> [Task details] Go through the entries below, tally each line that has the word "lane", and give only the total.

━━━━━━━━━━━━━━━━

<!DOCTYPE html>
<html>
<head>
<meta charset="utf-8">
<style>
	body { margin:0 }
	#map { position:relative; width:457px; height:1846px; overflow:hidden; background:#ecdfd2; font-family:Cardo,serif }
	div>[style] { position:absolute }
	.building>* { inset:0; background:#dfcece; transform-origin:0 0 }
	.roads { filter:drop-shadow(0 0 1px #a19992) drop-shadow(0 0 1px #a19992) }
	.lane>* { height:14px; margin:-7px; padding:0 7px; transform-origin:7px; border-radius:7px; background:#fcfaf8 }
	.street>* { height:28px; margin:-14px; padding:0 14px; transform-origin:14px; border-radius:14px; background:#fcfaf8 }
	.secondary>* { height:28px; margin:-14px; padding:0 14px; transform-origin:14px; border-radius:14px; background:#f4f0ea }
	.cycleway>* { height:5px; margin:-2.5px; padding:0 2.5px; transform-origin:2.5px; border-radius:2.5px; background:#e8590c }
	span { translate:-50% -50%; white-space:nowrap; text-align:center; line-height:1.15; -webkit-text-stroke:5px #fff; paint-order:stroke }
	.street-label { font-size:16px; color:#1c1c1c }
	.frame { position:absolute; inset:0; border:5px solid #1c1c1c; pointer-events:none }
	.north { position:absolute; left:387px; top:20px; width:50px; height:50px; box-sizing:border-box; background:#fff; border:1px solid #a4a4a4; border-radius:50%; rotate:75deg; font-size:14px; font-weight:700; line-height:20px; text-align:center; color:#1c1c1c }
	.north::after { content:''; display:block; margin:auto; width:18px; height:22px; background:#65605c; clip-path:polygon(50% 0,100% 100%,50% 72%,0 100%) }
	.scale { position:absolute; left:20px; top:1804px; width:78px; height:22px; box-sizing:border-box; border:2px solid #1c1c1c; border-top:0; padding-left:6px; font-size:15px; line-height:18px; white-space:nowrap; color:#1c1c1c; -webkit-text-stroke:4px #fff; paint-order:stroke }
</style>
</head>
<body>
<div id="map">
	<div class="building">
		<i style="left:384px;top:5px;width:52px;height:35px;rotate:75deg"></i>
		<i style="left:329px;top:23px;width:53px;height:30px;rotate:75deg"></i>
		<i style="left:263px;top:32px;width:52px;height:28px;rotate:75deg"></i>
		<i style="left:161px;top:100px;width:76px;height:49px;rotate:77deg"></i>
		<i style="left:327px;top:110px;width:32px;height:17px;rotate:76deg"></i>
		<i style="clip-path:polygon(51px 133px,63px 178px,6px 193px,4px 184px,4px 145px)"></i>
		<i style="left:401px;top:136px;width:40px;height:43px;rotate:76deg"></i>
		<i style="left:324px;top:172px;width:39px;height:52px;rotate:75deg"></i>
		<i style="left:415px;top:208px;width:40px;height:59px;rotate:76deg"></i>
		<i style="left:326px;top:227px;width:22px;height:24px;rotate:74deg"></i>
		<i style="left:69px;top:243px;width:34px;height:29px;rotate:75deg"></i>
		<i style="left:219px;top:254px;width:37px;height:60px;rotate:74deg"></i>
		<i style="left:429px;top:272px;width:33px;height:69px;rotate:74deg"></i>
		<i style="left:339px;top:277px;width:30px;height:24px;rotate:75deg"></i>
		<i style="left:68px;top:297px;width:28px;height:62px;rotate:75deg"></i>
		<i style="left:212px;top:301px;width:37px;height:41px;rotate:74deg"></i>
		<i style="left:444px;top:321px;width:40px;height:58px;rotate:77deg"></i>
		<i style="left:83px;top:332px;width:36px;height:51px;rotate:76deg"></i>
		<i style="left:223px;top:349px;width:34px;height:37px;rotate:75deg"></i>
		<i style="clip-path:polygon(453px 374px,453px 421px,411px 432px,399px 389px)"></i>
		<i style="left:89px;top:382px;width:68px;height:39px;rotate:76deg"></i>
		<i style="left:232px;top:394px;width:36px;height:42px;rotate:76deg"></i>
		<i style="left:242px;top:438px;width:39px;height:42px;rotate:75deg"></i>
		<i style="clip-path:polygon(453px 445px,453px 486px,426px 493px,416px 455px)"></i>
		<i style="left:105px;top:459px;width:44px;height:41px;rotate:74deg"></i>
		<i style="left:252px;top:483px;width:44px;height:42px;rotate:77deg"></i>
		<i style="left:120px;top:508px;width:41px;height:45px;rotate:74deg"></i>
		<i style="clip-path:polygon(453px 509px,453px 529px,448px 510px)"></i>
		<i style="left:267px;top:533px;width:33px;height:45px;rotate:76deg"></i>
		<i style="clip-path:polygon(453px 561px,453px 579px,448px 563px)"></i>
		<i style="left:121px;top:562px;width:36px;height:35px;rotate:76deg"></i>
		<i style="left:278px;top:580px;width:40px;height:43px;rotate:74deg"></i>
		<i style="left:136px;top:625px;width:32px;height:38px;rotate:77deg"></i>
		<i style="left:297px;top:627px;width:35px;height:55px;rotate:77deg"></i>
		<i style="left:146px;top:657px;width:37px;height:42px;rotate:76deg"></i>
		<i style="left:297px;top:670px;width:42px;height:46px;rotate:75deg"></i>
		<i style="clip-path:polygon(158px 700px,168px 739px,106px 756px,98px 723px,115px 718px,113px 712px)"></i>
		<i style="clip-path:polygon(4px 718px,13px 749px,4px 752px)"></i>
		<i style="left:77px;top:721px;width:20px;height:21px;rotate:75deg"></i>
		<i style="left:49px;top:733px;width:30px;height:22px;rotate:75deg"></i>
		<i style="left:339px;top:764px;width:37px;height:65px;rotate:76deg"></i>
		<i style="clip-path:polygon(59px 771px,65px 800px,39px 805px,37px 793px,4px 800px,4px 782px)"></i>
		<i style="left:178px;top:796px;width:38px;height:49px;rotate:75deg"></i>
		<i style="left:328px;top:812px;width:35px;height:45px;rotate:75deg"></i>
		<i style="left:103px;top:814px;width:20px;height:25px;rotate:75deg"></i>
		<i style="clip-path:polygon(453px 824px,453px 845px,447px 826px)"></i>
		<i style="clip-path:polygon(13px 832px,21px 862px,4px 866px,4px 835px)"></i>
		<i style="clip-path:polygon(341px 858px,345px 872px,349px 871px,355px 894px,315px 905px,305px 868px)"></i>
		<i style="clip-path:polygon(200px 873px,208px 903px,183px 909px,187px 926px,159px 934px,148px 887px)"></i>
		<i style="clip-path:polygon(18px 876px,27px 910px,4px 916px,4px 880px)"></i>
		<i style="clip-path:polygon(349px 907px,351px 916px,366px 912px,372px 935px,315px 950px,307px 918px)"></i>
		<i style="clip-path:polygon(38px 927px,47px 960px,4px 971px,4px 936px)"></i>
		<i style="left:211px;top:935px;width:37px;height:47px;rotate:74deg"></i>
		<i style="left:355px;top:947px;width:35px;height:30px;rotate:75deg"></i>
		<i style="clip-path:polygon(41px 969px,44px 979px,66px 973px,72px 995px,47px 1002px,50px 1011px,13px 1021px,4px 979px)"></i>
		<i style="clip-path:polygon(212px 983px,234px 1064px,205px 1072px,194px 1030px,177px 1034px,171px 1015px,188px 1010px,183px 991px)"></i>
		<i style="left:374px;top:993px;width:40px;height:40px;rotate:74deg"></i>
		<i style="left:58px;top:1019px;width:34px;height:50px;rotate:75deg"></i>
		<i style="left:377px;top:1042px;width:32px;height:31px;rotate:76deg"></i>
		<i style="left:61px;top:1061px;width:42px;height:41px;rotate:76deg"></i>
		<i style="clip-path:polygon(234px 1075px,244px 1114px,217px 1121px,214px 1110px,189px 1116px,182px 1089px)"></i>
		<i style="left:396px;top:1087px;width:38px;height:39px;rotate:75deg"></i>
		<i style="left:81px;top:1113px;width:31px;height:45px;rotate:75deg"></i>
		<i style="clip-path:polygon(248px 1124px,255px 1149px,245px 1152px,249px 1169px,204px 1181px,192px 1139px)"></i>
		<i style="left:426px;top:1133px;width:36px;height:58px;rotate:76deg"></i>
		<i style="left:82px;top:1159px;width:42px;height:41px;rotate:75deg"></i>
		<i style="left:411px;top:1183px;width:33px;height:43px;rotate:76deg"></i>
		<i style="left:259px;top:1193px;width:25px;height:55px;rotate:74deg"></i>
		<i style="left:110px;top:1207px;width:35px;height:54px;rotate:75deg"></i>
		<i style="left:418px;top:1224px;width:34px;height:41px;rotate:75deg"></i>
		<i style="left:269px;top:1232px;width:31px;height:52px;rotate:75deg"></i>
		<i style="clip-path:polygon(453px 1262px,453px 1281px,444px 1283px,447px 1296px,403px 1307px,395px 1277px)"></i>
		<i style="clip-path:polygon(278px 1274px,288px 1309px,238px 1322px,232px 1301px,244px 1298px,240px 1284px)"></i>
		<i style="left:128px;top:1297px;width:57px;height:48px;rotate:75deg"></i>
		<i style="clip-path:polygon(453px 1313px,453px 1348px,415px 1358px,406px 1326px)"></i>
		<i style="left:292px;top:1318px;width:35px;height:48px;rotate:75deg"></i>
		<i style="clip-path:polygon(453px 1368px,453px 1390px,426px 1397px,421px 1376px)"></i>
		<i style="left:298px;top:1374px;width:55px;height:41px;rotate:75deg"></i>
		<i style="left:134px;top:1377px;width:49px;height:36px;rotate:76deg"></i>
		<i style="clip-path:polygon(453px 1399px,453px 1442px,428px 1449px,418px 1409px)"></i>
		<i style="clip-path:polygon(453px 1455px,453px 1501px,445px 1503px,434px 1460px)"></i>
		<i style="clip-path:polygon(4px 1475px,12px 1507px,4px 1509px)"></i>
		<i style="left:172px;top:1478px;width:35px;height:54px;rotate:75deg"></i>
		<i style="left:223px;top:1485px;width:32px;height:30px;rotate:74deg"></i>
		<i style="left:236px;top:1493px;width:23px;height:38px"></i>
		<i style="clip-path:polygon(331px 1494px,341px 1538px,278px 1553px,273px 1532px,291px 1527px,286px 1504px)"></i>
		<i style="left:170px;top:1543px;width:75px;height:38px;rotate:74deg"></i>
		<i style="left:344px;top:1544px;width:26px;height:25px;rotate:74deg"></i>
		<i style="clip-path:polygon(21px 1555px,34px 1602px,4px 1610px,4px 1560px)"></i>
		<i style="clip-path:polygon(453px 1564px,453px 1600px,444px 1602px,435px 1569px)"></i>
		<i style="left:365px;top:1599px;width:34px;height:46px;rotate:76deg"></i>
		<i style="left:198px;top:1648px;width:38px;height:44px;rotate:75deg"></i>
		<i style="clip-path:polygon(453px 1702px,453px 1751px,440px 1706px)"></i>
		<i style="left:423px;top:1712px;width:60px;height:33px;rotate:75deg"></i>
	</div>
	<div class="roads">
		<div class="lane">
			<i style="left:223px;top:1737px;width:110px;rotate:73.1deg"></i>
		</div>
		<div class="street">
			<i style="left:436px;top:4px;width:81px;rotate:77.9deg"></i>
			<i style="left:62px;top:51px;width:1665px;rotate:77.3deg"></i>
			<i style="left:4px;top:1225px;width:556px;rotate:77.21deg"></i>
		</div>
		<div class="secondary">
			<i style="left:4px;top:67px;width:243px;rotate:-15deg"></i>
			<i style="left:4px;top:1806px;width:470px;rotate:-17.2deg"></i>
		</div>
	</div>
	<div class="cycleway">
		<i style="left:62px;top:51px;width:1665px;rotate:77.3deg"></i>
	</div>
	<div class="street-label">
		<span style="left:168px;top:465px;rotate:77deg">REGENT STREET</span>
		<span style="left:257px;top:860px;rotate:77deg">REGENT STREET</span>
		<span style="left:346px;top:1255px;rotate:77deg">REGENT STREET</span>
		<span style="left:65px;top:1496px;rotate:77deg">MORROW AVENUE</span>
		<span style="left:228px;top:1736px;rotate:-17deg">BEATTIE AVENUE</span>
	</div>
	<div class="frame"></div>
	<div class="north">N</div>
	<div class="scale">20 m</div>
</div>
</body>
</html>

━━━━━━━━━━━━━━━━

> [Result] 2